Data excerpts:
______________________________

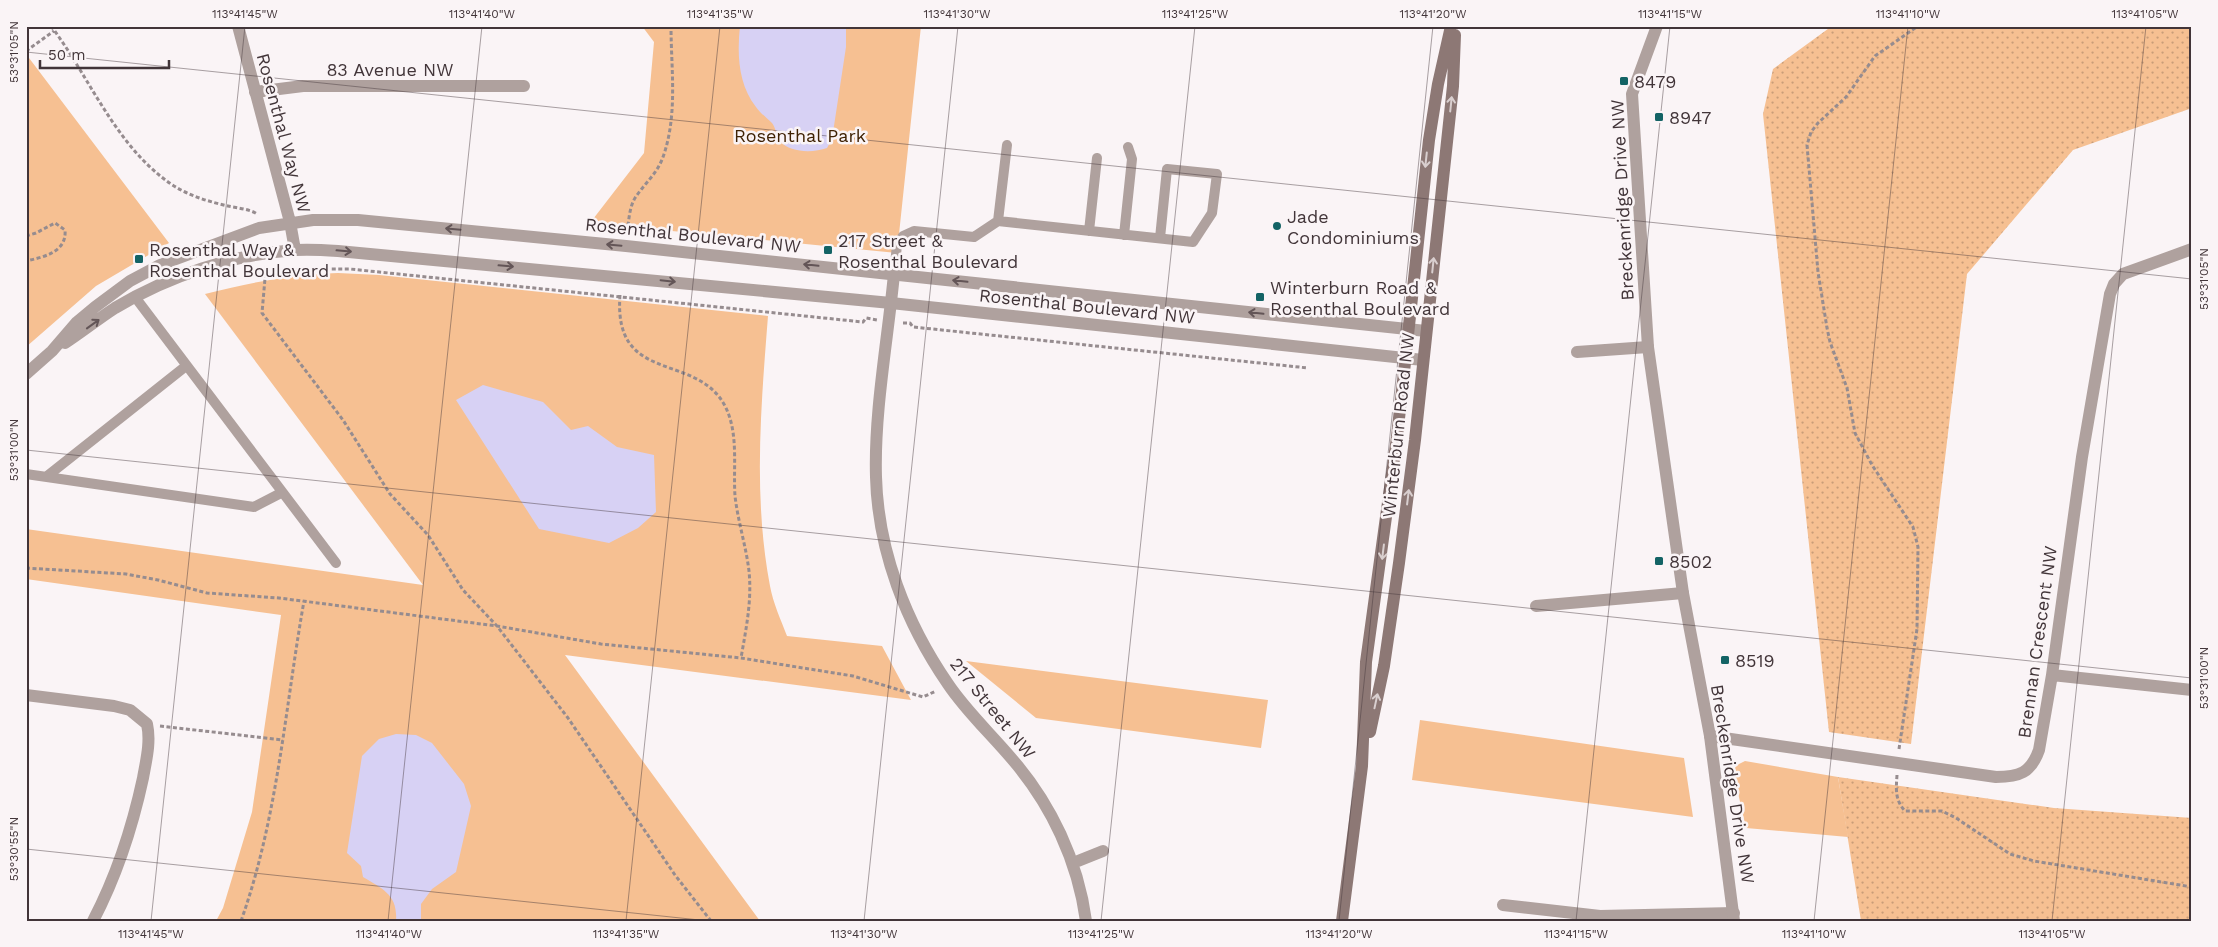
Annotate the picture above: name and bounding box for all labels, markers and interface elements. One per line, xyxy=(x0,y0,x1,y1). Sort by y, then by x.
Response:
text: 113°41'45"W xyxy=(212,7,278,21)
text: 113°41'40"W xyxy=(449,7,516,21)
text: 113°41'35"W xyxy=(687,7,754,21)
text: 113°41'30"W xyxy=(923,7,991,21)
text: 113°41'25"W xyxy=(1162,7,1229,21)
text: 113°41'20"W xyxy=(1399,7,1467,21)
text: 113°41'15"W xyxy=(1638,7,1703,21)
text: 113°41'10"W xyxy=(1876,7,1941,21)
text: 113°41'05"W xyxy=(2111,7,2179,21)
text: 53°31'05"N xyxy=(7,21,21,83)
scale bar xyxy=(40,38,169,70)
text: 50 m xyxy=(48,46,85,64)
street label: Rosenthal Way NW xyxy=(253,51,315,215)
street label: 83 Avenue NW xyxy=(327,59,453,80)
place label: 8479 xyxy=(1634,71,1676,92)
marker: 8479 xyxy=(1618,75,1630,87)
one-way arrow xyxy=(1446,96,1456,112)
street label: Breckenridge Drive NW xyxy=(1606,99,1638,301)
place label: 8947 xyxy=(1669,107,1711,128)
marker: 8947 xyxy=(1653,111,1665,123)
park label: Rosenthal Park xyxy=(734,125,866,146)
one-way arrow xyxy=(1421,152,1431,168)
place label: Jade Condominiums xyxy=(1287,206,1419,248)
street label: Rosenthal Boulevard NW xyxy=(584,213,802,257)
marker: Jade Condominiums xyxy=(1271,220,1283,232)
one-way arrow xyxy=(445,225,461,234)
place label: 217 Street & Rosenthal Boulevard xyxy=(838,230,1018,272)
place label: Rosenthal Way & Rosenthal Boulevard xyxy=(149,239,329,281)
one-way arrow xyxy=(607,240,623,250)
marker: 217 Street & Rosenthal Boulevard xyxy=(822,244,834,256)
one-way arrow xyxy=(336,247,352,256)
text: 53°31'05"N xyxy=(2197,248,2211,310)
marker: Rosenthal Way & Rosenthal Boulevard xyxy=(133,253,145,265)
one-way arrow xyxy=(1428,258,1438,274)
one-way arrow xyxy=(803,260,819,270)
one-way arrow xyxy=(498,261,514,271)
one-way arrow xyxy=(660,276,676,286)
one-way arrow xyxy=(952,276,968,286)
place label: Winterburn Road & Rosenthal Boulevard xyxy=(1270,277,1450,319)
street label: Rosenthal Boulevard NW xyxy=(978,284,1196,328)
marker: Winterburn Road & Rosenthal Boulevard xyxy=(1254,291,1266,303)
one-way arrow xyxy=(1248,308,1264,318)
one-way arrow xyxy=(86,319,99,330)
street label: Winterburn Road NW xyxy=(1378,331,1418,519)
text: 53°31'00"N xyxy=(7,419,21,481)
one-way arrow xyxy=(1403,490,1413,506)
one-way arrow xyxy=(1377,543,1387,559)
street label: Brennan Crescent NW xyxy=(2013,545,2061,739)
place label: 8502 xyxy=(1669,551,1712,572)
marker: 8502 xyxy=(1653,555,1665,567)
text: 53°31'00"N xyxy=(2197,647,2211,709)
place label: 8519 xyxy=(1735,650,1775,671)
street label: 217 Street NW xyxy=(946,653,1040,763)
marker: 8519 xyxy=(1719,654,1731,666)
street label: Breckenridge Drive NW xyxy=(1707,683,1759,885)
one-way arrow xyxy=(1372,694,1381,710)
text: 53°30'55"N xyxy=(7,817,21,881)
text: 113°41'45"W xyxy=(118,927,184,941)
text: 113°41'40"W xyxy=(356,927,423,941)
text: 113°41'35"W xyxy=(593,927,660,941)
text: 113°41'30"W xyxy=(830,927,898,941)
text: 113°41'25"W xyxy=(1068,927,1135,941)
text: 113°41'20"W xyxy=(1305,927,1373,941)
text: 113°41'15"W xyxy=(1544,927,1609,941)
text: 113°41'10"W xyxy=(1782,927,1847,941)
text: 113°41'05"W xyxy=(2018,927,2086,941)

______________________________

=== PROBLEM STATEMENT ===
Check the records above and copy each line that has the string "Boulevard".

=== EXPECTED OUTPUT ===
street label: Rosenthal Boulevard NW xyxy=(584,213,802,257)
place label: 217 Street & Rosenthal Boulevard xyxy=(838,230,1018,272)
place label: Rosenthal Way & Rosenthal Boulevard xyxy=(149,239,329,281)
marker: 217 Street & Rosenthal Boulevard xyxy=(822,244,834,256)
marker: Rosenthal Way & Rosenthal Boulevard xyxy=(133,253,145,265)
place label: Winterburn Road & Rosenthal Boulevard xyxy=(1270,277,1450,319)
street label: Rosenthal Boulevard NW xyxy=(978,284,1196,328)
marker: Winterburn Road & Rosenthal Boulevard xyxy=(1254,291,1266,303)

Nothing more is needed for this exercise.